Exercise =>
The word to look for is "symbols". Report every line of the entries below that has it.

Provided data =>
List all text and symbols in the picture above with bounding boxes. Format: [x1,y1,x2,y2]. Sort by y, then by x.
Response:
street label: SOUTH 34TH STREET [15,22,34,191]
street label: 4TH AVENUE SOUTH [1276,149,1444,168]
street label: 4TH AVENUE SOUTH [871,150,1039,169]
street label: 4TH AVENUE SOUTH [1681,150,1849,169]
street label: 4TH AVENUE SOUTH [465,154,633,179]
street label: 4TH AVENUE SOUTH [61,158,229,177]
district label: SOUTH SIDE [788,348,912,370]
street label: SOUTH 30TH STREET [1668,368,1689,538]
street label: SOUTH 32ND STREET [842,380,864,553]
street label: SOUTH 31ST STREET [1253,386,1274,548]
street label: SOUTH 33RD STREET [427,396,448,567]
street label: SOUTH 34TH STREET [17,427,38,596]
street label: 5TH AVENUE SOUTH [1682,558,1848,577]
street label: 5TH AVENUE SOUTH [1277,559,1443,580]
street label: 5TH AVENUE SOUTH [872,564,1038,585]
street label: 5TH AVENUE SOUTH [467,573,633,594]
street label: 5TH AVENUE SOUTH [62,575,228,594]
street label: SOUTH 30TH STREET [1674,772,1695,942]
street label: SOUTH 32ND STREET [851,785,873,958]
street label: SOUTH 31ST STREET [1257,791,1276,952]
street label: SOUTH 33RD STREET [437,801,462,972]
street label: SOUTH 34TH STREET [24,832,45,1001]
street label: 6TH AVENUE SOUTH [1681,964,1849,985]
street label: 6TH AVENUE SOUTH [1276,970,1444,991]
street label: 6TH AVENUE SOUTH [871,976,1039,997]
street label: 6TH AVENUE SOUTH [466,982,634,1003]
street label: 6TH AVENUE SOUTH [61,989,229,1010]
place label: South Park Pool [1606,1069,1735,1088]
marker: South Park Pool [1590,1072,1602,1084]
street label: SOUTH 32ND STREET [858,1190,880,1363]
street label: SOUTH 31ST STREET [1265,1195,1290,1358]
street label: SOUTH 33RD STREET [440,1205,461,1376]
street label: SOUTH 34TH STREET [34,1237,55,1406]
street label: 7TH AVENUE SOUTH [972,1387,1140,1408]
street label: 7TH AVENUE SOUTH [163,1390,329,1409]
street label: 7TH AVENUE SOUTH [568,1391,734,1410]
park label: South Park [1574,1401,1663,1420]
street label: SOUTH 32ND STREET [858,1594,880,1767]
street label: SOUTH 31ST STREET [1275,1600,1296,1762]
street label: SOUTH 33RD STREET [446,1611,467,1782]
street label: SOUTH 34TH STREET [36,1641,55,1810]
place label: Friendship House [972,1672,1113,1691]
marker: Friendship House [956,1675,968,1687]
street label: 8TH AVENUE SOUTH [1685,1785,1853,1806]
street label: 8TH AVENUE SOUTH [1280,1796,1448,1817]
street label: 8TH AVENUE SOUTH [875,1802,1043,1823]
...
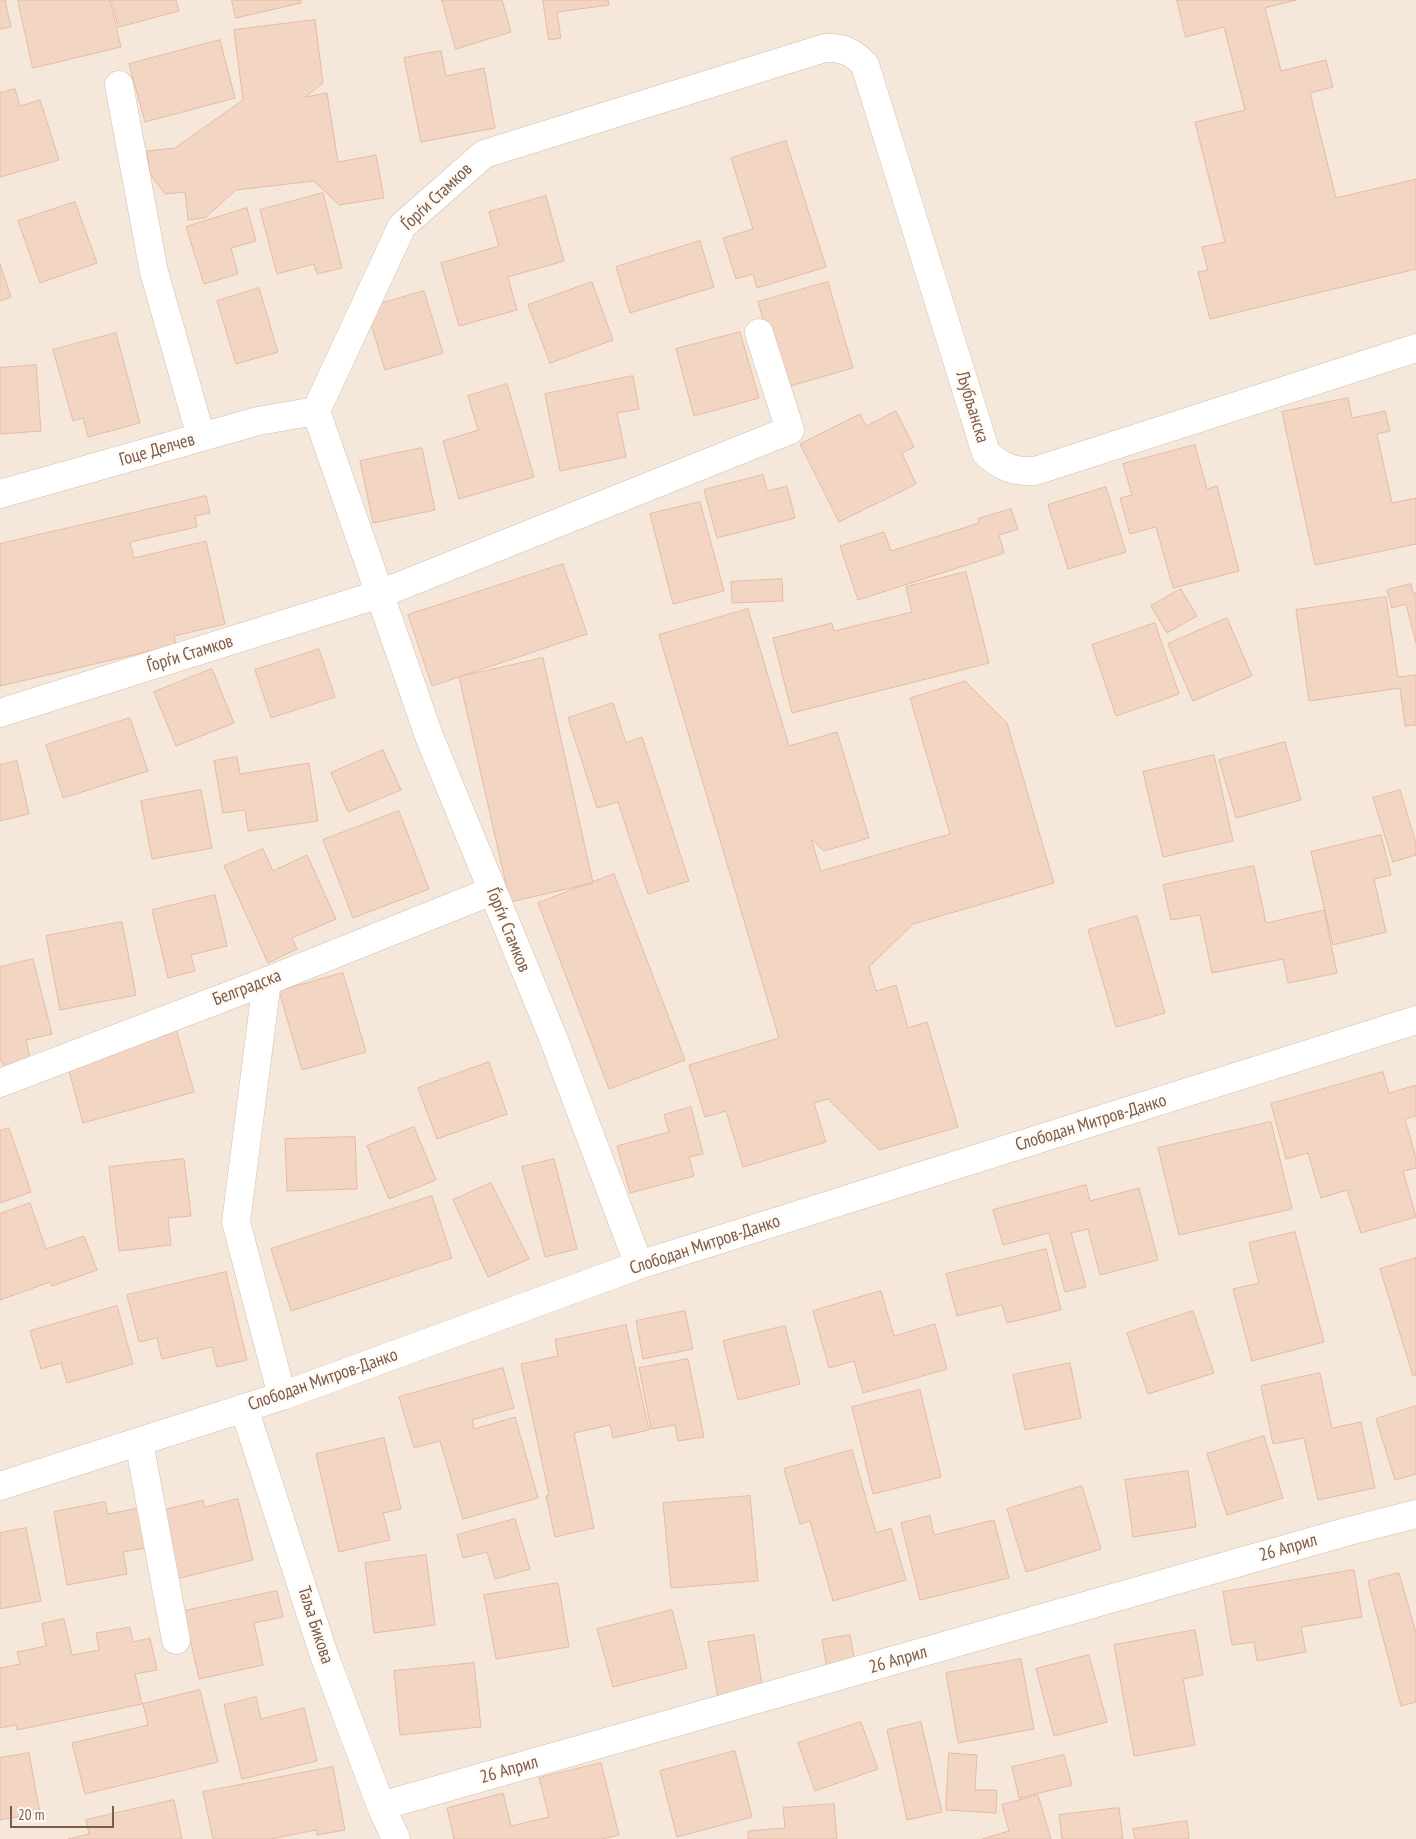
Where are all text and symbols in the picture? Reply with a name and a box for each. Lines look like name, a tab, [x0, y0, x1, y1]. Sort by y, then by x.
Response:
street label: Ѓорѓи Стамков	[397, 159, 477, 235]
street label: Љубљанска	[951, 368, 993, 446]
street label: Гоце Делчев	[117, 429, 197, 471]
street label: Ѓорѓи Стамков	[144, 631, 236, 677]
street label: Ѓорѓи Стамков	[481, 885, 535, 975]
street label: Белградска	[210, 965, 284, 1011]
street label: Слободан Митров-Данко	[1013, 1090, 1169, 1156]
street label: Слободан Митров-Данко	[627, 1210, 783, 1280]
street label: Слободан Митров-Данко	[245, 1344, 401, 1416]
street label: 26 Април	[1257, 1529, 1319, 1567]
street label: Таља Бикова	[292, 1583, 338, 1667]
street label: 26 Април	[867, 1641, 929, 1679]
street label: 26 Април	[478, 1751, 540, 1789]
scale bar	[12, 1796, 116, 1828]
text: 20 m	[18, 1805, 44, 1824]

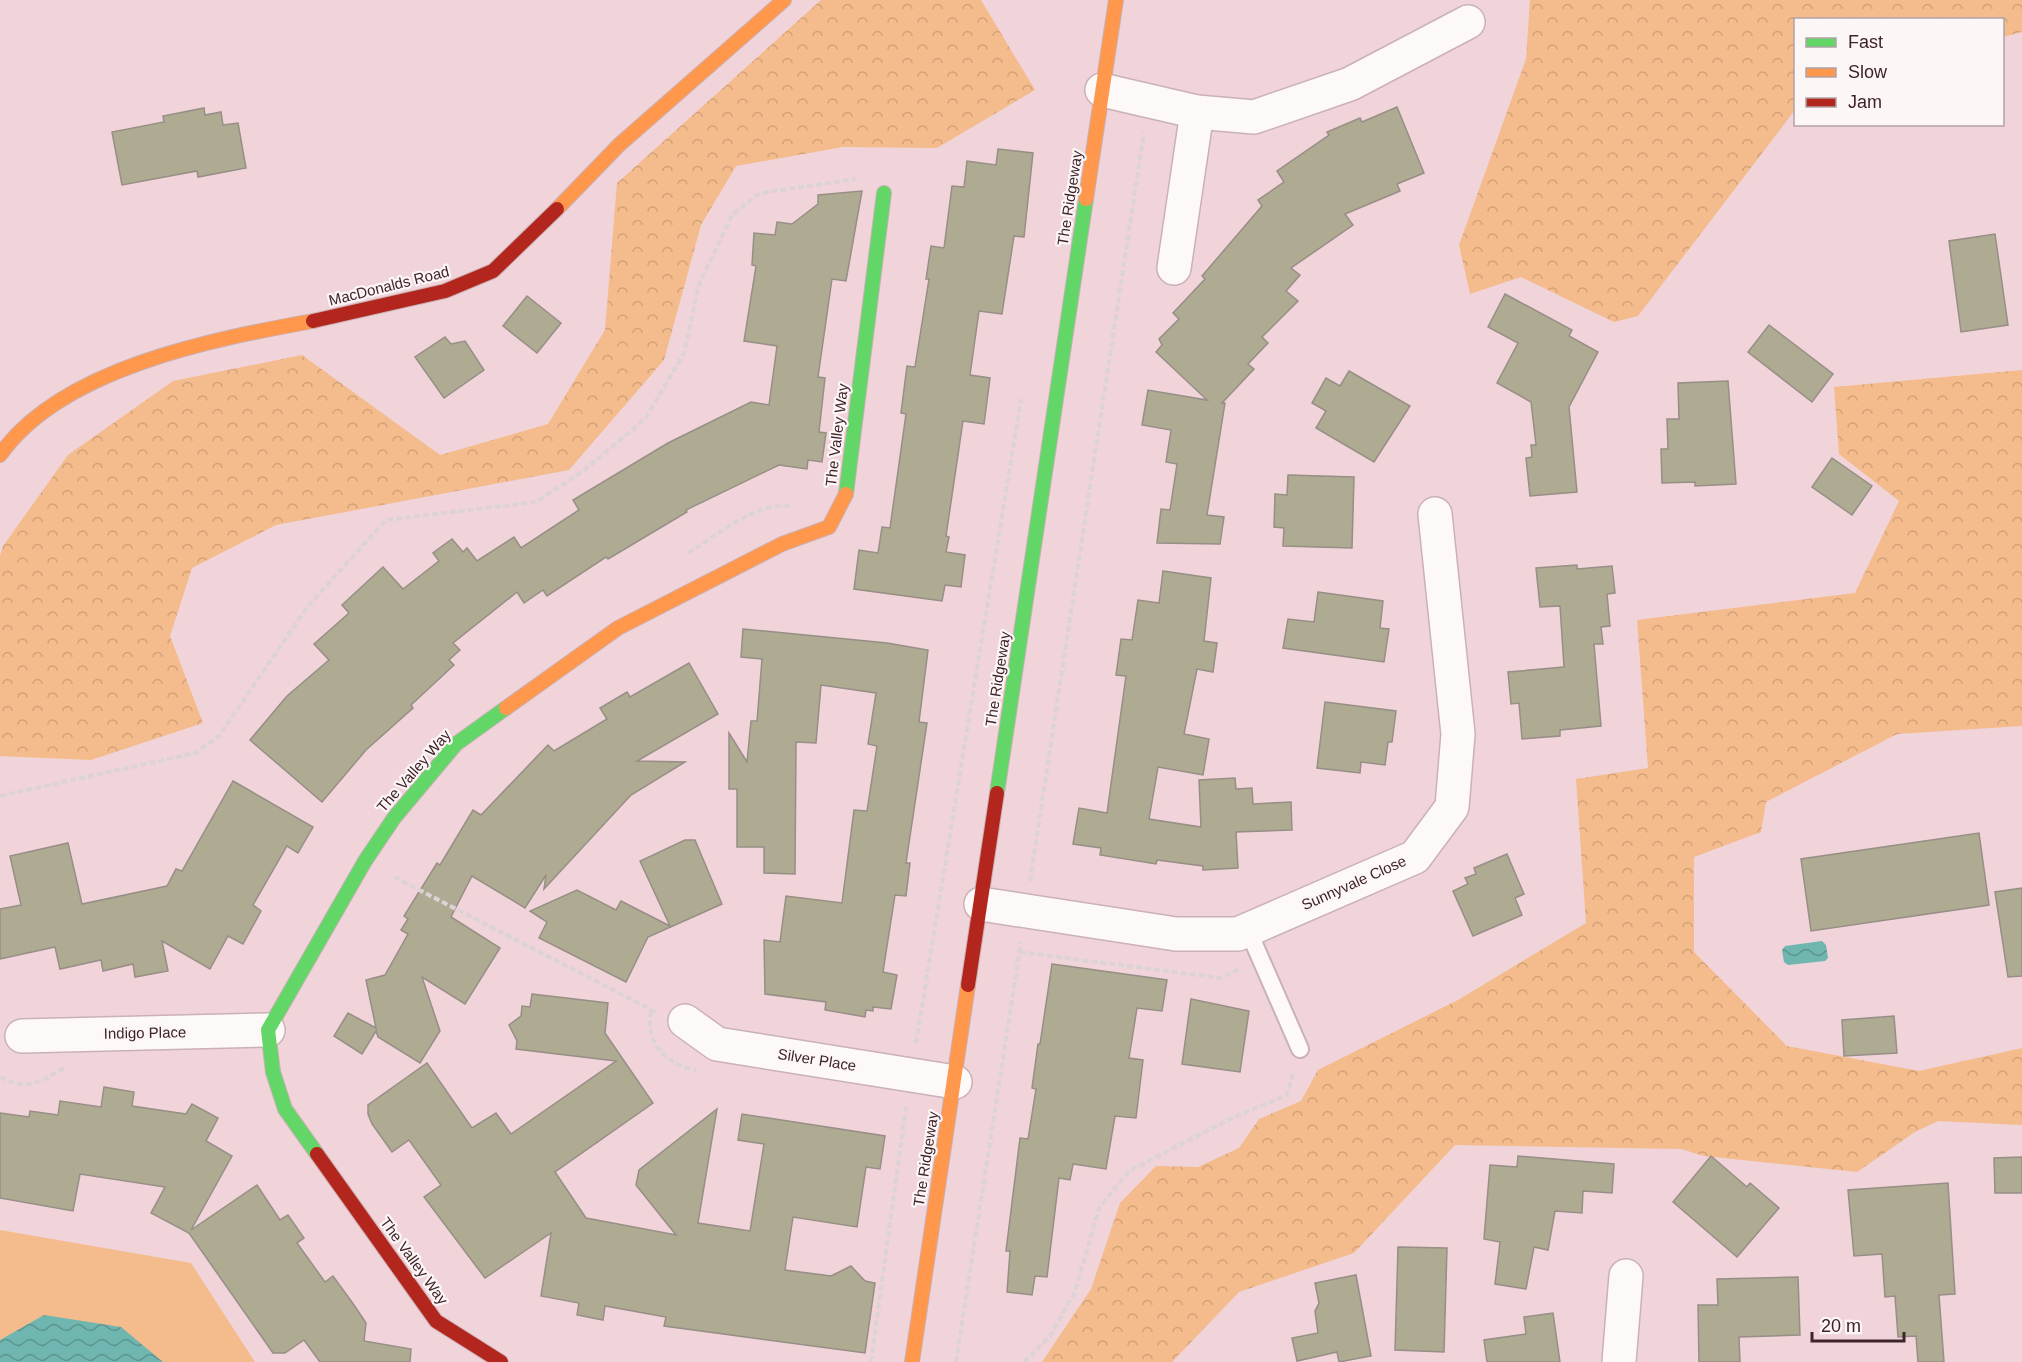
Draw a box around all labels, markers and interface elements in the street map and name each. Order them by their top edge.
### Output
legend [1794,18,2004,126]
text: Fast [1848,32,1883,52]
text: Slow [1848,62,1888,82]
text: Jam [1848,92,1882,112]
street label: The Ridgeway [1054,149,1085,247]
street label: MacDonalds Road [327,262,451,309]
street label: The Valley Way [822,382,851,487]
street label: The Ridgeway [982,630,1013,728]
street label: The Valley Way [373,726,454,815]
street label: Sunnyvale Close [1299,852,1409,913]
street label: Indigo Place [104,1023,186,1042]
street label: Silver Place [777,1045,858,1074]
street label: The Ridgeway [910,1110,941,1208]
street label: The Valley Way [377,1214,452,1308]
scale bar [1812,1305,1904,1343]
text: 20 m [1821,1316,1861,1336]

Final answer =>
List all text and symbols in the picture above with bounding boxes. Format: [x1,y1,x2,y2]. Sort by y, then by x.
Where are all text and symbols in the picture? Reply with a name and a box for each. Lines look like name, a tab, [x0, y0, x1, y1]. Sort by y, then by x.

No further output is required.